Does the safe_edit just support llama and mistral-7b?

CaiJichang212 commented 3 months ago

in default /hparams/DINM/llama2-7b.yaml

You can specify the edited layer for all data in advance, for example: layer: [31]

DINM locates the toxic layer for each instance in safety_editour.py

layers: []

there is not bug with llama2-7b setting,however when i try to set model=Qwen1.5-7B. here is bug as above.

mengrusun commented 3 months ago

SafeEdit and DINM theoretically support a variety of LLMs. Work on this part of the code is ongoing.
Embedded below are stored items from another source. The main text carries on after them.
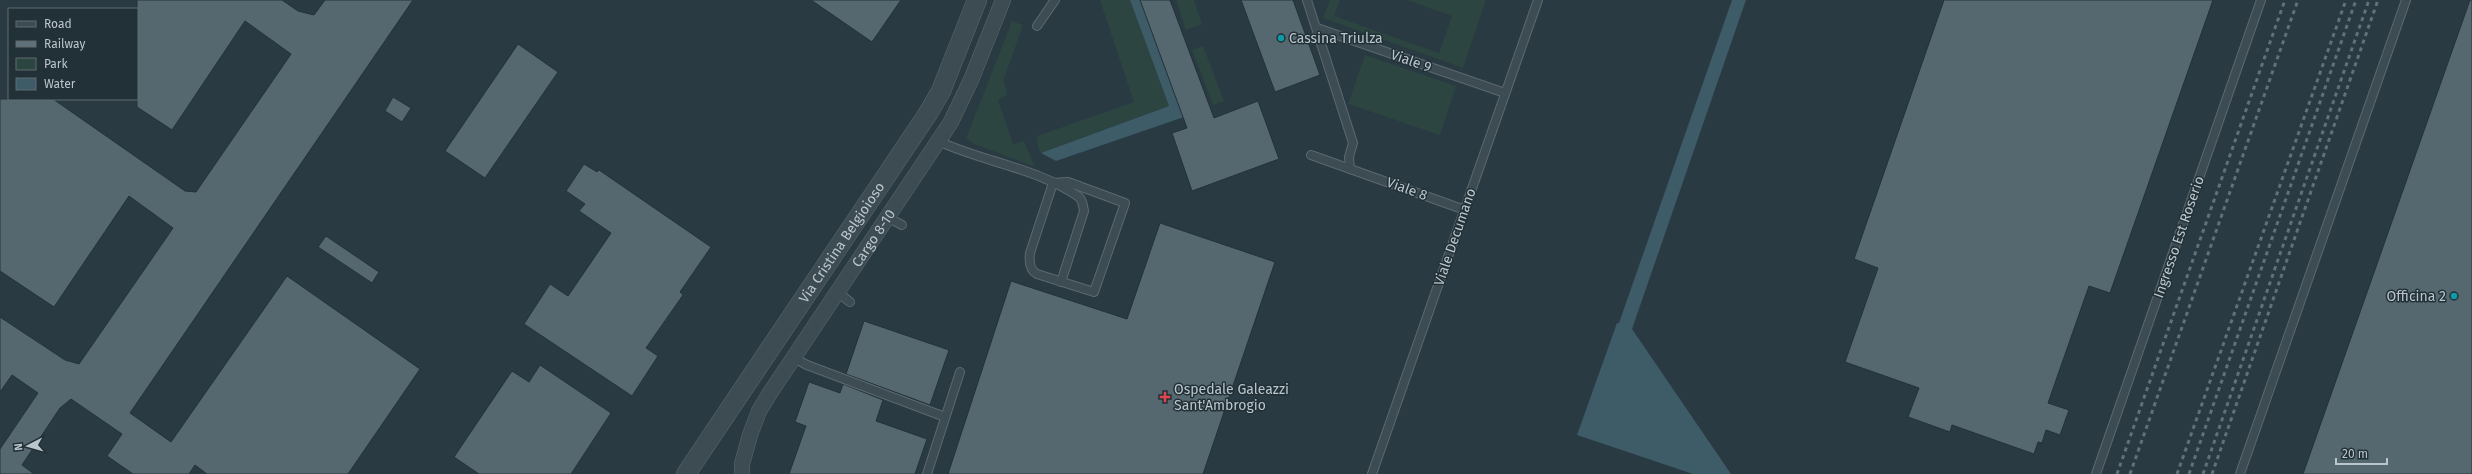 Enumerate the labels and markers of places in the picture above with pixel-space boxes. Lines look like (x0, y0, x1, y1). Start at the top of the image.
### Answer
place label: Cassina Triulza (1289, 30, 1383, 47)
marker: Cassina Triulza (1276, 33, 1286, 43)
place label: Officina 2 (2386, 288, 2446, 305)
marker: Officina 2 (2449, 291, 2459, 301)
place label: Ospedale Galeazzi Sant'Ambrogio (1174, 381, 1289, 414)
marker: Ospedale Galeazzi Sant'Ambrogio (1159, 391, 1171, 403)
Different LLMs require different code instructions to get parameter list. For Qwen, you can try the following parameters in your Qwen.yaml file: rewrite_module_tmp: "transformer.h.{}.mlp.c_proj" layer_module_tmp: "transformer.h.{}" mlp_module_tmp: "transformer.h.{}.mlp" attn_module_tmp: "transformer.h.{}.attn" ln_f_module: "transformer.ln_f" lm_head_module: "lm_head"
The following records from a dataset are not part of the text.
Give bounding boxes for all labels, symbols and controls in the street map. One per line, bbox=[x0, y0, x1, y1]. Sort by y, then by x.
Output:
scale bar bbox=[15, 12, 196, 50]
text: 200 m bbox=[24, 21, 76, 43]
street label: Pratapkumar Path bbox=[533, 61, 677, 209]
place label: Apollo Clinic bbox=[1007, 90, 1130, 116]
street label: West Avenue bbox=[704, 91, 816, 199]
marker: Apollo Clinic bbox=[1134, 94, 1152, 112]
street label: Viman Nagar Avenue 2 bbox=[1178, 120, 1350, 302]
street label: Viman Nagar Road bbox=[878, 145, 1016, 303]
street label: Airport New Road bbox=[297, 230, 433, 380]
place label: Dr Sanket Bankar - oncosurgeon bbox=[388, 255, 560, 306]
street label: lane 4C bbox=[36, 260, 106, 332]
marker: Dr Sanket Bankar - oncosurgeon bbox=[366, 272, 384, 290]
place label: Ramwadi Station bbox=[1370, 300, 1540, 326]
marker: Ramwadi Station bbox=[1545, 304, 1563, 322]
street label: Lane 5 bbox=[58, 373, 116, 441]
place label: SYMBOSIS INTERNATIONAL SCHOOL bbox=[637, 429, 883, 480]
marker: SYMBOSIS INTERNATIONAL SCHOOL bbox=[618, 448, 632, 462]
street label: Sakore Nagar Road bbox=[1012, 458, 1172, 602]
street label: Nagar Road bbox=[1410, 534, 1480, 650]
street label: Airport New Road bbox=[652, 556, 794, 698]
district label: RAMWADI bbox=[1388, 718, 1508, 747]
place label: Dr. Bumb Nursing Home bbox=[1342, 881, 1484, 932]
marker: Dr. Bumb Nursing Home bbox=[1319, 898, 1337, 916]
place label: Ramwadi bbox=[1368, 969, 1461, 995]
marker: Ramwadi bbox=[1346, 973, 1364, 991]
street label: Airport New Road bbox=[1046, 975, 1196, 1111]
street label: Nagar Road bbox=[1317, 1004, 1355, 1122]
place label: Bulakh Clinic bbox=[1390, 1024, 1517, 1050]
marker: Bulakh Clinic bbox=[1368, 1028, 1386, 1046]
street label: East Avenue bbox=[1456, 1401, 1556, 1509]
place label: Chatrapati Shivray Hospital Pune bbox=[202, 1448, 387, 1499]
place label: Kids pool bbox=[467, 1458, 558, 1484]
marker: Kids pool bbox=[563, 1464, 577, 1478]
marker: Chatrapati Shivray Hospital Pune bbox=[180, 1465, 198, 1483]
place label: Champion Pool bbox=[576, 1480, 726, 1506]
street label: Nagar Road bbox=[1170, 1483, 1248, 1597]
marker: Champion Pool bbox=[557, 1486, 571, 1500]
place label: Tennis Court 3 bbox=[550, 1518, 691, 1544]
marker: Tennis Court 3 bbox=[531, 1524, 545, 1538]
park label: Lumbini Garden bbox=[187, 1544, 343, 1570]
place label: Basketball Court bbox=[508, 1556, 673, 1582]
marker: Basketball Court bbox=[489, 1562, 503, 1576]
CaiJichang212 commented 3 months ago

i know,in yaml file:

rewrite_module_tmp: "transformer.h.{}.mlp.c_proj" layer_module_tmp: "transformer.h.{}" mlp_module_tmp: "transformer.h.{}.mlp" attn_module_tmp: "transformer.h.{}.attn" ln_f_module: "transformer.ln_f" lm_head_module: "lm_head"

this is not suitable for qwen1.5-7b,here is correct setting as follow:

rewrite_module_tmp: 'model.layers.{}.mlp.down_proj.weight' layer_module_tmp: 'model.layers.{}' mlp_module_tmp: 'model.layers.{}.mlp' attn_module_tmp: 'model.layers.{}.self_attn' ln_f_module: 'model.norm' lm_head_module: 'lm_head'

littlefive5 commented 3 months ago

Thanks for your pointing out the problem again!